Secondary selling: The bloody chips come from the short-hand group
Since the start of the secondary sell-off in early October 2024, 1.12 million BTC chips have shifted from long-hand holding to short-hand holding. We regard the secondary sell-off as a necessary condition for the end of a bull market cycle. The logic behind it is that when the scale of active BTC grows to a certain extent, it will drain liquidity, causing the upward trend to be completely destroyed.
Looking back at the consolidation and sudden plunge in February, the long-term group remained extremely restrained and only sold 7,271 coins. In fact, the existing long-term group has long ignored the quotes in the Trump bottom range (89,000 to 110,000 US dollars) and chose to hold the coins for appreciation.
In the last week of February, the bloody chips that were transferred came from the short-hand group.
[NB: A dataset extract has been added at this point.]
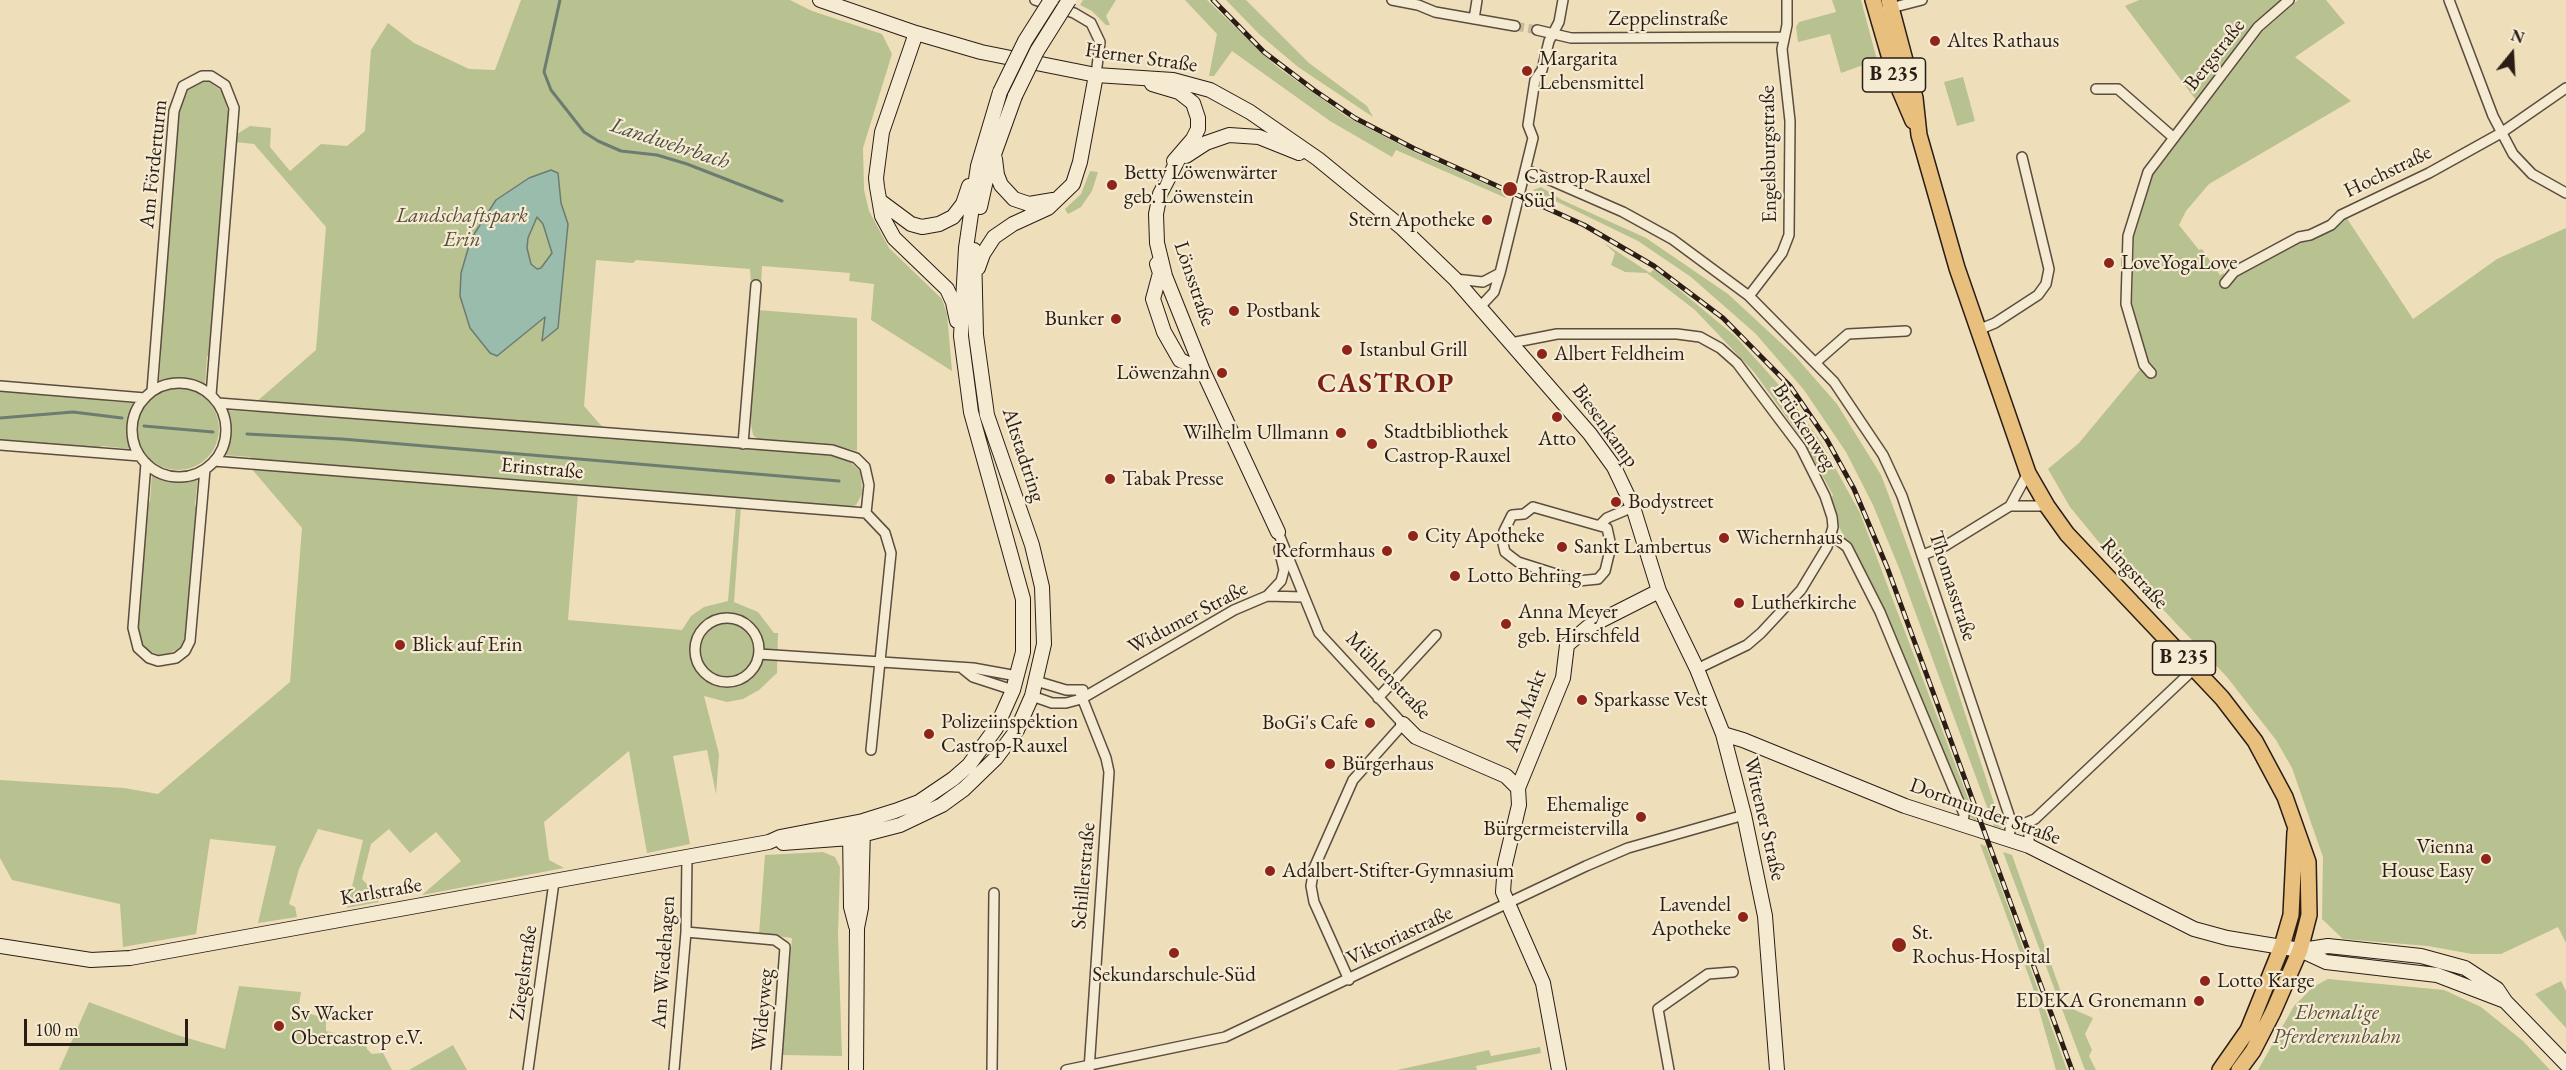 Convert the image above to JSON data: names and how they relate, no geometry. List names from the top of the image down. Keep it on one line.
{"streets":{"main road":["Herner Straße","B 235","Lönsstraße","Biesenkamp","Altstadtring","Ringstraße","Mühlenstraße","Am Markt","Dortmunder Straße","Wittener Straße","Karlstraße"],"street":["Zeppelinstraße","Bergstraße","Engelsburgstraße","Am Förderturm","Hochstraße","Brückenweg","Erinstraße","Thomasstraße","Widumer Straße","Schillerstraße","Viktoriastraße","Am Wiedehagen","Ziegelstraße","Wideyweg"]},"crossings":[["Zeppelinstraße","Engelsburgstraße"],["Herner Straße","Lönsstraße"],["Herner Straße","Biesenkamp"],["B 235","Ringstraße"],["B 235","Dortmunder Straße"],["Engelsburgstraße","Thomasstraße"],["Am Förderturm","Erinstraße"],["Lönsstraße","Widumer Straße"],["Lönsstraße","Mühlenstraße"],["Biesenkamp","Brückenweg"],["Biesenkamp","Am Markt"],["Biesenkamp","Wittener Straße"],["Altstadtring","Widumer Straße"],["Altstadtring","Karlstraße"],["Ringstraße","Dortmunder Straße"],["Thomasstraße","Dortmunder Straße"],["Widumer Straße","Schillerstraße"],["Mühlenstraße","Am Markt"],["Am Markt","Wittener Straße"],["Am Markt","Viktoriastraße"],["Dortmunder Straße","Wittener Straße"],["Wittener Straße","Viktoriastraße"],["Schillerstraße","Viktoriastraße"],["Karlstraße","Am Wiedehagen"],["Karlstraße","Ziegelstraße"],["Am Wiedehagen","Wideyweg"]],"districts":["CASTROP"],"water":["Landwehrbach"],"parks":["Landschaftspark Erin","Ehemalige Pferderennbahn"],"places":["Altes Rathaus","Margarita Lebensmittel","Betty Löwenwärter geb. Löwenstein","Castrop-Rauxel Süd","Stern Apotheke","LoveYogaLove","Postbank","Bunker","Istanbul Grill","Albert Feldheim","Löwenzahn","Atto","Wilhelm Ullmann","Stadtbibliothek Castrop-Rauxel","Tabak Presse","Bodystreet","City Apotheke","Wichernhaus","Sankt Lambertus","Reformhaus","Lotto Behring","Lutherkirche","Anna Meyer geb. Hirschfeld","Blick auf Erin","Sparkasse Vest","BoGi's Cafe","Polizeiinspektion Castrop-Rauxel","Bürgerhaus","Ehemalige Bürgermeistervilla","Vienna House Easy","Adalbert-Stifter-Gymnasium","Lavendel Apotheke","St. Rochus-Hospital","Sekundarschule-Süd","Lotto Karge","EDEKA Gronemann","Sv Wacker Obercastrop e.V."],"scale_bar":"100 m","north":"top"}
According to the on-chain data analysis, the short-hand group held on until February 24, and the defense was broken on the 25th. On that day, the short-hand group on the chain alone realized a loss of 255 million US dollars. This is the second largest loss day in this cycle, second only to August 5, 2024 (on-chain loss of 362 million). Historically, after the short-hand group experienced a similar scale of large losses, the market often ushered in a staged bottom.
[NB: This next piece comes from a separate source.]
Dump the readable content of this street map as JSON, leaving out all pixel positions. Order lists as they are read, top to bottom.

Statistics on the scale of losses on the chain by long and short groups
In-depth on-chain analysis shows that since February 24, the number of BTC distributed between $78,000 and $89,000 has increased by 564,920.06, while the number of BTC distributed in the Trump bottom range (US$89,000 to US$110,000) has decreased by 412,875.03.
BTC price distribution statistics
The Trump bottom range was minted between November last year and February this year. The holders of this range are typical short-hand groups. The short-hand group sold bloody chips in an attempt to build a mid-term bottom, and also consolidated the 73,000 ~ 89,000 range with fewer chips.
Conclusion
In the January report , we emphasized that the biggest external uncertainty comes from the chain reaction of interest rate cut expectations and capital supply after the implementation of Trumps economic policies. Once liquidity is constrained, volatility will rise sharply.
This worry has already come true.
According to our previous analysis, the selling of bloody chips came from the short-hand group, while the long-hand group has quietly slowed down the selling and held the coins for a rise. EMC Labs believes that the current bull market is only in a relay state, not a bear market.
We believe that the largest BTC retracement in this cycle in February was caused by the massive outflow of funds from the BTC Spot ETF as the U.S. stocks at historical highs revised down their pricing for “economic recession expectations”. The driving force for this turning point will also come from the shift in expectations and the rebound in the U.S. stock market trend.
The internal structure is relatively stable, BTC and the crypto market are still operating within the cycle rate, and the short-term price decline brings good opportunities for medium- and long-term allocation.
What needs to be carefully observed are the trends in the U.S. macro-economy, market expectations and the Federal Reserve’s attitude towards restarting interest rate cuts.
EMC Labs was founded by crypto asset investors and data scientists in April 2023. It focuses on blockchain industry research and Crypto secondary market investment, takes industry foresight, insight and data mining as its core competitiveness, and is committed to participating in the booming blockchain industry through research and investment, and promoting blockchain and crypto assets to bring benefits to mankind.